Assignment:
Extract, exactly as written, each line from the start of the records below to the line containing "const toPath = rows", both ends included; drop the pictures.

Provided records:
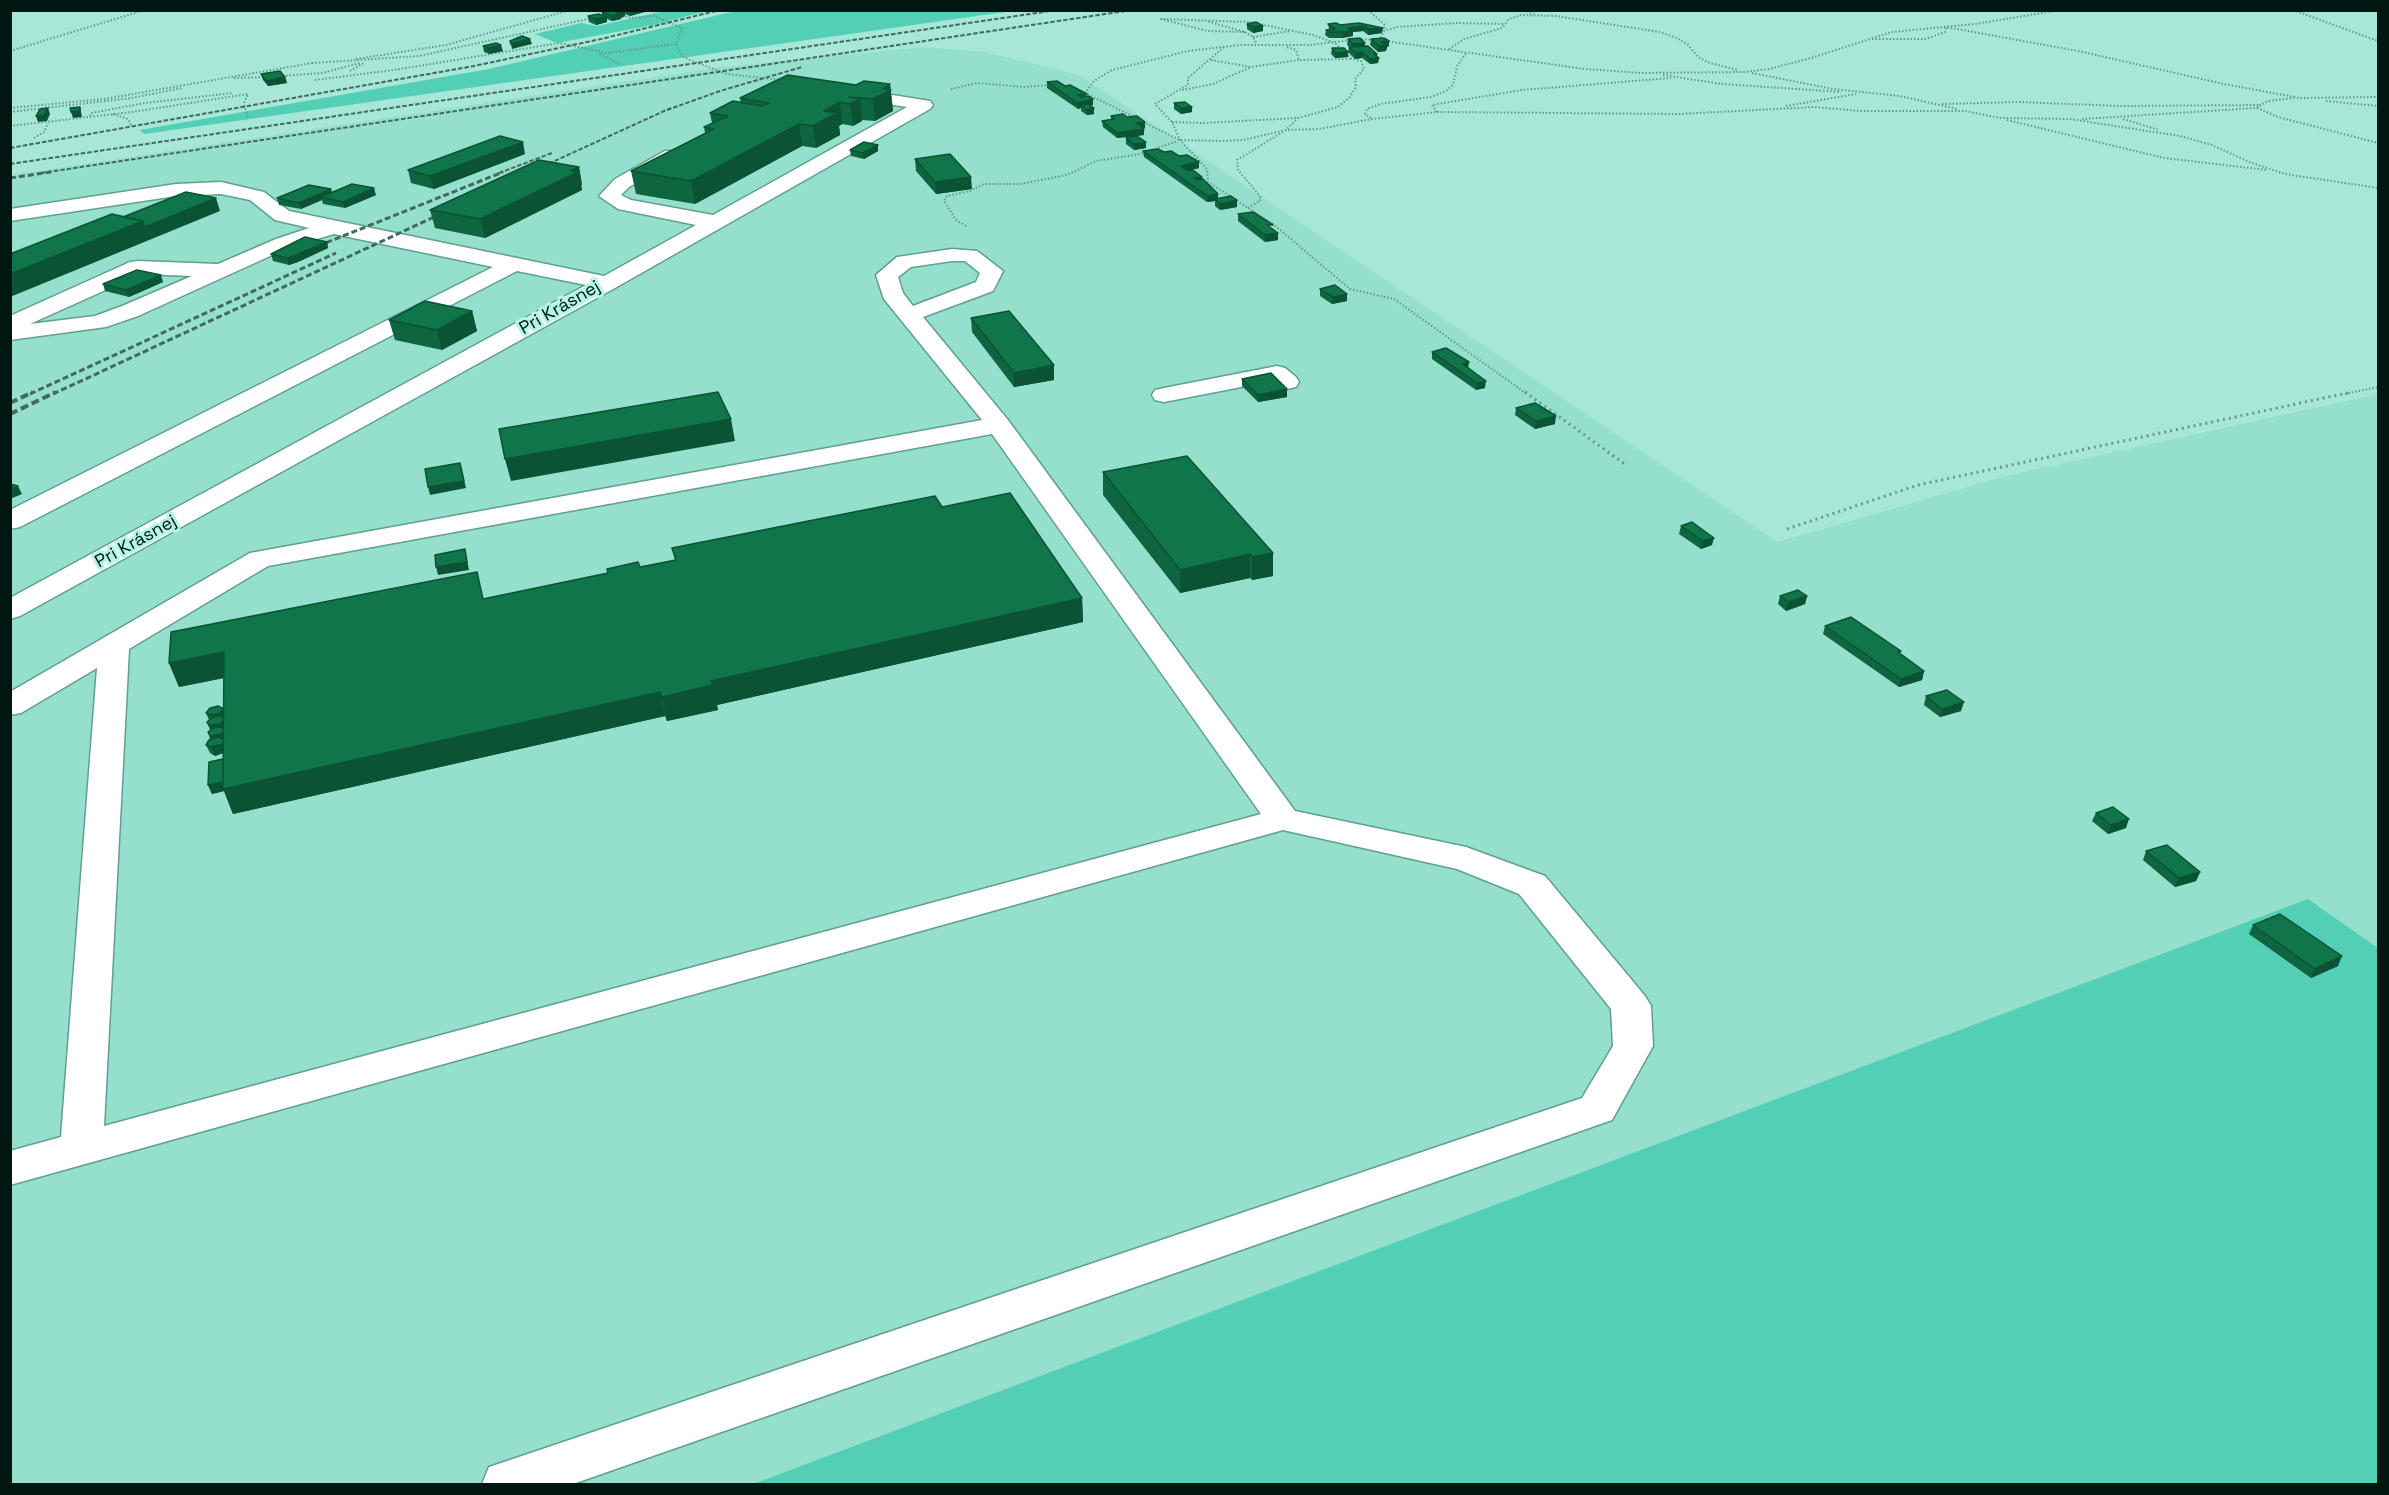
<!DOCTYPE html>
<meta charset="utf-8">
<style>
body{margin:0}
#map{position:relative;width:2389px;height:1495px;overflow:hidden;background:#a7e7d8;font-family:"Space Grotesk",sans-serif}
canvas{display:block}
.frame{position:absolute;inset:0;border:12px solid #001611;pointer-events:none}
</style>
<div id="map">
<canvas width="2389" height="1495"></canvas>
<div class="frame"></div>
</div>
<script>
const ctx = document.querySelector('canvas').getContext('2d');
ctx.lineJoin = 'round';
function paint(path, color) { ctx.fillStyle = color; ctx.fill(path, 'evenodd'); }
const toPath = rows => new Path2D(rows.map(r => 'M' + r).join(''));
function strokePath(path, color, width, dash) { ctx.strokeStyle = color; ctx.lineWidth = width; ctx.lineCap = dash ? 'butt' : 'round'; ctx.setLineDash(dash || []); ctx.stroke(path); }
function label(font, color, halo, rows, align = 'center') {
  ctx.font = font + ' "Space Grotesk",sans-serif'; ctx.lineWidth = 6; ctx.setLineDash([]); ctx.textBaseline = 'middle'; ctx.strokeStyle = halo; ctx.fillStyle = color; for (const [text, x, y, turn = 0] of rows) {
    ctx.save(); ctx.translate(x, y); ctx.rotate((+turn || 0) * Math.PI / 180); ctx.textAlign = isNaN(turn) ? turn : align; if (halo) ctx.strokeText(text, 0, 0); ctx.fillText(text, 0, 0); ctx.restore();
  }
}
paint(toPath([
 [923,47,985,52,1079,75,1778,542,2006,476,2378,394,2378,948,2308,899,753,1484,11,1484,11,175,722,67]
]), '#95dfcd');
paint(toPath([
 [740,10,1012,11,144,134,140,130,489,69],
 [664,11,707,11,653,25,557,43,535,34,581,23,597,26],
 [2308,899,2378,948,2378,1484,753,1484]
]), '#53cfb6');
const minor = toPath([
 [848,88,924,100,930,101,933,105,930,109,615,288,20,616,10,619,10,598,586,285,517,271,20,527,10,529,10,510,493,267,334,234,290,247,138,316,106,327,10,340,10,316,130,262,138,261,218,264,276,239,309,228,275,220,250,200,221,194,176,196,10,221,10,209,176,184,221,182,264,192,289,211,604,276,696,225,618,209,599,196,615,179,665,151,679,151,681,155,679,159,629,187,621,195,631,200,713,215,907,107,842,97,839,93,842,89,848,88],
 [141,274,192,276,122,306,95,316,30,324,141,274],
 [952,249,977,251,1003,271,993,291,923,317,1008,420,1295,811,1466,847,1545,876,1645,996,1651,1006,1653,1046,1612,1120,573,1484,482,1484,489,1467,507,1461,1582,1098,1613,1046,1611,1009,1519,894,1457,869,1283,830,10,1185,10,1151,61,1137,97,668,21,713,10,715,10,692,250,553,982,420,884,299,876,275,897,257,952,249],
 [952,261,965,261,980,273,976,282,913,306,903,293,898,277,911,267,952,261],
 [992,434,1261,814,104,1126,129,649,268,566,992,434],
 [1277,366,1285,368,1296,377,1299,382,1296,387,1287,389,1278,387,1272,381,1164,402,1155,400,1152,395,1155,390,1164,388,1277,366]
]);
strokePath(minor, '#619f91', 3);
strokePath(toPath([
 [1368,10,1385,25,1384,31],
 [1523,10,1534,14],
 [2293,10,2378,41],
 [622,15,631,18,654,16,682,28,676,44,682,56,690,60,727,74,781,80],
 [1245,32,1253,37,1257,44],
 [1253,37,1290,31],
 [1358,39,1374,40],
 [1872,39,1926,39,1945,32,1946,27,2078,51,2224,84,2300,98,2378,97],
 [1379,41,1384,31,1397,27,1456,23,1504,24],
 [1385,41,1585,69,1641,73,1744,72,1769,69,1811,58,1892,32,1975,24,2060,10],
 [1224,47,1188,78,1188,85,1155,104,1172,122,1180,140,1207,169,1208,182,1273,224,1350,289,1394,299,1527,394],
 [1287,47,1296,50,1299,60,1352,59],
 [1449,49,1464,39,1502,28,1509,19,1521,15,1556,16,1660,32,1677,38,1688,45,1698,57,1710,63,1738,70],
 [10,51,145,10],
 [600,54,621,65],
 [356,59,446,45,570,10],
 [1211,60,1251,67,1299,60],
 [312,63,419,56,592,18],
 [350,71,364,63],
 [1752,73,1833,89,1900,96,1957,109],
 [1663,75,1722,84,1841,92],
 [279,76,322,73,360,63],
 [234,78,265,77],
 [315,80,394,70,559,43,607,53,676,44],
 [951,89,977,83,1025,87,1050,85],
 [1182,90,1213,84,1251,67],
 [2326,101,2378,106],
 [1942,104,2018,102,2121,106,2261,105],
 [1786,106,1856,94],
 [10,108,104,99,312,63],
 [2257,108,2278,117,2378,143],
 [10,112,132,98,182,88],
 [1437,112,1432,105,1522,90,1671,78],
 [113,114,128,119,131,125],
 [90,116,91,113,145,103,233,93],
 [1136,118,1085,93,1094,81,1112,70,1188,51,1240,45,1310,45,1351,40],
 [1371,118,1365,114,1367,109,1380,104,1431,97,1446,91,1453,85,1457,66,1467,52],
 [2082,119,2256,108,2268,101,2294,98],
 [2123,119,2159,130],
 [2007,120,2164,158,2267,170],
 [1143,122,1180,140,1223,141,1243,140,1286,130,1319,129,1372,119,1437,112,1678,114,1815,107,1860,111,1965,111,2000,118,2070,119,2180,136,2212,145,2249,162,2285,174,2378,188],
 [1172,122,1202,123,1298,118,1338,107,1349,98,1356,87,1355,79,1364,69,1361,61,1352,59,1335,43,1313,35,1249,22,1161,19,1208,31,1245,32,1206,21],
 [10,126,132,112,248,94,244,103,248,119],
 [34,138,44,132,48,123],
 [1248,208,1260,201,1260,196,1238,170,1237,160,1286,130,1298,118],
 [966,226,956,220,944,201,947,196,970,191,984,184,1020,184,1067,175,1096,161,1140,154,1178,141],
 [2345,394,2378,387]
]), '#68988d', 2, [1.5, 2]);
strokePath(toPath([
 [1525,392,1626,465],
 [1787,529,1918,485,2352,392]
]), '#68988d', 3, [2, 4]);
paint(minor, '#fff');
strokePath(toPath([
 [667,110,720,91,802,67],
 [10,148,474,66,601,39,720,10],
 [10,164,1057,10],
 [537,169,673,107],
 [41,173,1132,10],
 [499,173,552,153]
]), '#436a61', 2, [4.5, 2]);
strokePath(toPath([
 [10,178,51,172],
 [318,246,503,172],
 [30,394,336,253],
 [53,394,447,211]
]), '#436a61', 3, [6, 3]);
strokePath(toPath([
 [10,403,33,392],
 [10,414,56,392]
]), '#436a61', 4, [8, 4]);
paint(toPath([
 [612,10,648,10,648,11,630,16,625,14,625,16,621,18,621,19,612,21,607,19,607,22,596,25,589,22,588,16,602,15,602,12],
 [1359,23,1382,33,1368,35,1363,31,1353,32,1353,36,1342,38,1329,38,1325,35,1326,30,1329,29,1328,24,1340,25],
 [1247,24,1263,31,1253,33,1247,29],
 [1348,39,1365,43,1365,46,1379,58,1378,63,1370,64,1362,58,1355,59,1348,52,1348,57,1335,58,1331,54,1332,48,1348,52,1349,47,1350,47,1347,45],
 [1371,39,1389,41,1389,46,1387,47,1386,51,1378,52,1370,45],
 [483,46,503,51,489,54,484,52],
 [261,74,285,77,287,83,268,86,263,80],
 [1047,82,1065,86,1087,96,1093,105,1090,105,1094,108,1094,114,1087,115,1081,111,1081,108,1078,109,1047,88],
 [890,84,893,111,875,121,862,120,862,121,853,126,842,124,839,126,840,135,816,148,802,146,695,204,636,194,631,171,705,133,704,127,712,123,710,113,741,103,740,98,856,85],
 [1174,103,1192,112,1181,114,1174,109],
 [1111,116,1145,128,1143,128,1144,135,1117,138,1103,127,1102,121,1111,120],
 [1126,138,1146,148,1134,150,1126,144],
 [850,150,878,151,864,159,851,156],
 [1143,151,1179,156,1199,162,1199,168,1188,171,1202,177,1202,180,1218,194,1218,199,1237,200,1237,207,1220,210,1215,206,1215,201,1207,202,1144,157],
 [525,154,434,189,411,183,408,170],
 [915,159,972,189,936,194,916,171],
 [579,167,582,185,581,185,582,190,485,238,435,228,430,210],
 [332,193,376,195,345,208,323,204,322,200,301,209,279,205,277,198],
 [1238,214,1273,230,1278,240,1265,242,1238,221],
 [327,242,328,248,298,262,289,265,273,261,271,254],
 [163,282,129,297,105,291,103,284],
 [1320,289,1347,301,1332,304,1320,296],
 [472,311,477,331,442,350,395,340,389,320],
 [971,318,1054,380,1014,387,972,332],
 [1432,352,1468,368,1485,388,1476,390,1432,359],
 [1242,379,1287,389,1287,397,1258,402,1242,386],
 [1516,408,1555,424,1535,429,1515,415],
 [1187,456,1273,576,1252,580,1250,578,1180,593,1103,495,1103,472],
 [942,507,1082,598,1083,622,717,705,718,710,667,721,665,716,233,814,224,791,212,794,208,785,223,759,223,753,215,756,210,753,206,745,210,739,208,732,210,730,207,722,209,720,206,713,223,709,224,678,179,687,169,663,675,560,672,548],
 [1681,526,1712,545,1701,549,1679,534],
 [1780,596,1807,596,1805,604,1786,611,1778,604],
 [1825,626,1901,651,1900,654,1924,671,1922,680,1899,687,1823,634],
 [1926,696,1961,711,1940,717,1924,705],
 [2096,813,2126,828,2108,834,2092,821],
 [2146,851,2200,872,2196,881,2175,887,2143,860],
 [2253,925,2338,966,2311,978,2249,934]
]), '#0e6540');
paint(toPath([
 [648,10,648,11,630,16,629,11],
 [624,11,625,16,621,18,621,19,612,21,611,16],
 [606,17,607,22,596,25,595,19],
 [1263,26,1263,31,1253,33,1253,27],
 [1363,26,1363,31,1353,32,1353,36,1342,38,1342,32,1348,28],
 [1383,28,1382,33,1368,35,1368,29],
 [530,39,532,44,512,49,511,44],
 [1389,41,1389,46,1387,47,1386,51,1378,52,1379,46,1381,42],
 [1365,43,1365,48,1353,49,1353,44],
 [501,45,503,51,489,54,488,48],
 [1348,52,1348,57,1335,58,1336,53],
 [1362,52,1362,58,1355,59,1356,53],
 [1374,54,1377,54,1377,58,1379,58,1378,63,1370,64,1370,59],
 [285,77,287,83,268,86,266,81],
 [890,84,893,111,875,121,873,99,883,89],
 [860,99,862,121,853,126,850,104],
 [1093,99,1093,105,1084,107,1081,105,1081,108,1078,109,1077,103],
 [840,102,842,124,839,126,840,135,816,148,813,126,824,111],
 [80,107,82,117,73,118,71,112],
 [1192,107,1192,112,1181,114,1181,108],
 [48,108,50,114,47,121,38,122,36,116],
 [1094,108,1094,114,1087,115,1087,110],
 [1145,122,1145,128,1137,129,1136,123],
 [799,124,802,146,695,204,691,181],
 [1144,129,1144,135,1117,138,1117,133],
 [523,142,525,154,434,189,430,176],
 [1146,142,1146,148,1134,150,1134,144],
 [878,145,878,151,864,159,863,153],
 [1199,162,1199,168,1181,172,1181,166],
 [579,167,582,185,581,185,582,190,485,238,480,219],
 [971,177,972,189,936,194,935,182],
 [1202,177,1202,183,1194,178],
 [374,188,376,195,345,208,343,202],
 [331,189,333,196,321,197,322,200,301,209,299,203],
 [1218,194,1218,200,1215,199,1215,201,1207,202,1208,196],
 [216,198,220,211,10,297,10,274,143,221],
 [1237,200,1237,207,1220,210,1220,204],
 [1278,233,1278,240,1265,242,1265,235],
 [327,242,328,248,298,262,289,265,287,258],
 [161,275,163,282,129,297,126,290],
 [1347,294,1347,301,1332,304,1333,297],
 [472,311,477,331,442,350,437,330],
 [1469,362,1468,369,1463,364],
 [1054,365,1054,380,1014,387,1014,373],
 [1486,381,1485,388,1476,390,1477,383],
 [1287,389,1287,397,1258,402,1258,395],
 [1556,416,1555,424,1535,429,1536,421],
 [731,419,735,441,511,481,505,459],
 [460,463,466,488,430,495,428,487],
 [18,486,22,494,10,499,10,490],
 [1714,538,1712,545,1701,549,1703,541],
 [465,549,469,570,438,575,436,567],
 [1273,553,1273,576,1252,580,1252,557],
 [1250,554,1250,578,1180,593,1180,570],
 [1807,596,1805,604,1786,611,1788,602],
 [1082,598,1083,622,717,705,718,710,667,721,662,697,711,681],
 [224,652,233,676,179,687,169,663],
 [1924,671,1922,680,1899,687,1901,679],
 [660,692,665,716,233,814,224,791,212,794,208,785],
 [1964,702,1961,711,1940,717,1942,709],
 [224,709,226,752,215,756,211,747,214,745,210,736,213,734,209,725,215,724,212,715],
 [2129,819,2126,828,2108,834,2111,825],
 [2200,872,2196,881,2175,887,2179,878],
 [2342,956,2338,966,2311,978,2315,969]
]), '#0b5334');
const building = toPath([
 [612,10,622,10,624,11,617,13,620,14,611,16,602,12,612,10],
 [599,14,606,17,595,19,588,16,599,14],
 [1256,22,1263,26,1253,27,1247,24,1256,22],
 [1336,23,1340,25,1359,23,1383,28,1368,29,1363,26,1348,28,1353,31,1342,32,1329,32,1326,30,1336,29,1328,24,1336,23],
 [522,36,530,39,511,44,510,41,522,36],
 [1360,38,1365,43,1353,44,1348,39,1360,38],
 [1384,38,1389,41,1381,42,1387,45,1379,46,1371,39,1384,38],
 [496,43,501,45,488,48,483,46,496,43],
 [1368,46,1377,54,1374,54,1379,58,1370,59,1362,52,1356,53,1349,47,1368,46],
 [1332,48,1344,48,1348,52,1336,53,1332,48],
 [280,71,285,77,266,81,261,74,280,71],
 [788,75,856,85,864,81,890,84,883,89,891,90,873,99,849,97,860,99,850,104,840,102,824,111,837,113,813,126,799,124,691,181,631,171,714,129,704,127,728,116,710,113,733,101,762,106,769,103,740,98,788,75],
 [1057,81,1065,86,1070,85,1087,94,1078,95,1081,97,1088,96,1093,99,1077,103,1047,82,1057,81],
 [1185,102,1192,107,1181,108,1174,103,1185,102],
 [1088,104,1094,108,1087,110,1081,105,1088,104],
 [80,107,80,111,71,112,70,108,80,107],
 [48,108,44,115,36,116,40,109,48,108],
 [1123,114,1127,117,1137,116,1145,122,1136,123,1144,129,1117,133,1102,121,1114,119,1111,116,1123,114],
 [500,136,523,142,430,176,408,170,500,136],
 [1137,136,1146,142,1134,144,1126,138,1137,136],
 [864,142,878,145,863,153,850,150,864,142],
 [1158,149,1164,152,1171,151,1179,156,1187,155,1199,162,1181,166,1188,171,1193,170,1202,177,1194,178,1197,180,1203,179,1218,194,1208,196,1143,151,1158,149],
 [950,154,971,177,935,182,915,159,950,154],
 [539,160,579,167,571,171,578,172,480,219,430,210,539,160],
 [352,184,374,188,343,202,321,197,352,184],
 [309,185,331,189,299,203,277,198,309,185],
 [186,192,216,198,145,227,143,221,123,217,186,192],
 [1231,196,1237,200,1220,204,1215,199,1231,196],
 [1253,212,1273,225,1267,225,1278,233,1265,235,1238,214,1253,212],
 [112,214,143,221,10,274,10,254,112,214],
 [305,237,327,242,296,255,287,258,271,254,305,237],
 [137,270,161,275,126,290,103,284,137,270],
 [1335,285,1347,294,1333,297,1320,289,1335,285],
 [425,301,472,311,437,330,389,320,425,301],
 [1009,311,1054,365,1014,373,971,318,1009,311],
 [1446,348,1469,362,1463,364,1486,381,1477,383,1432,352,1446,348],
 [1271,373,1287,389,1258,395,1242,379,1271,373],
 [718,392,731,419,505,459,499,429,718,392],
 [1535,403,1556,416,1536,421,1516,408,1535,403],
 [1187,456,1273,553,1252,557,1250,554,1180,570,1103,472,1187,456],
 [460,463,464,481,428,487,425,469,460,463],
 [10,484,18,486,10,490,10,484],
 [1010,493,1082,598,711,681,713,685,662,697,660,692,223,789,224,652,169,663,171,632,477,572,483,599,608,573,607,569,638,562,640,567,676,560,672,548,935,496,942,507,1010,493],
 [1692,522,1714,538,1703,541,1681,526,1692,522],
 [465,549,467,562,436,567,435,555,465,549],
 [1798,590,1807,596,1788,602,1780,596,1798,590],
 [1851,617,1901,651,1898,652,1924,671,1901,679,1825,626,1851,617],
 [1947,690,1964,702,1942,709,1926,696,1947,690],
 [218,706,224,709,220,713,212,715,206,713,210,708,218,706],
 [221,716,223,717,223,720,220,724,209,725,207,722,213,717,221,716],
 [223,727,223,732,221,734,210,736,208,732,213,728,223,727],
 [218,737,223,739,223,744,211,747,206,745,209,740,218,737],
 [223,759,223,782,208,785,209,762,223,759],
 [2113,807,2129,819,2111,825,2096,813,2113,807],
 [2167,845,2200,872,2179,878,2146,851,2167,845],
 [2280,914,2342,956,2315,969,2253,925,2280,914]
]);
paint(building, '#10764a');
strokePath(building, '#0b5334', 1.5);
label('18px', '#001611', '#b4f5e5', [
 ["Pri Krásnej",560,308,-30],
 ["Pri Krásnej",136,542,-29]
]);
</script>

Answer area:
<!DOCTYPE html>
<meta charset="utf-8">
<style>
body{margin:0}
#map{position:relative;width:2389px;height:1495px;overflow:hidden;background:#a7e7d8;font-family:"Space Grotesk",sans-serif}
canvas{display:block}
.frame{position:absolute;inset:0;border:12px solid #001611;pointer-events:none}
</style>
<div id="map">
<canvas width="2389" height="1495"></canvas>
<div class="frame"></div>
</div>
<script>
const ctx = document.querySelector('canvas').getContext('2d');
ctx.lineJoin = 'round';
function paint(path, color) { ctx.fillStyle = color; ctx.fill(path, 'evenodd'); }
const toPath = rows => new Path2D(rows.map(r => 'M' + r).join(''));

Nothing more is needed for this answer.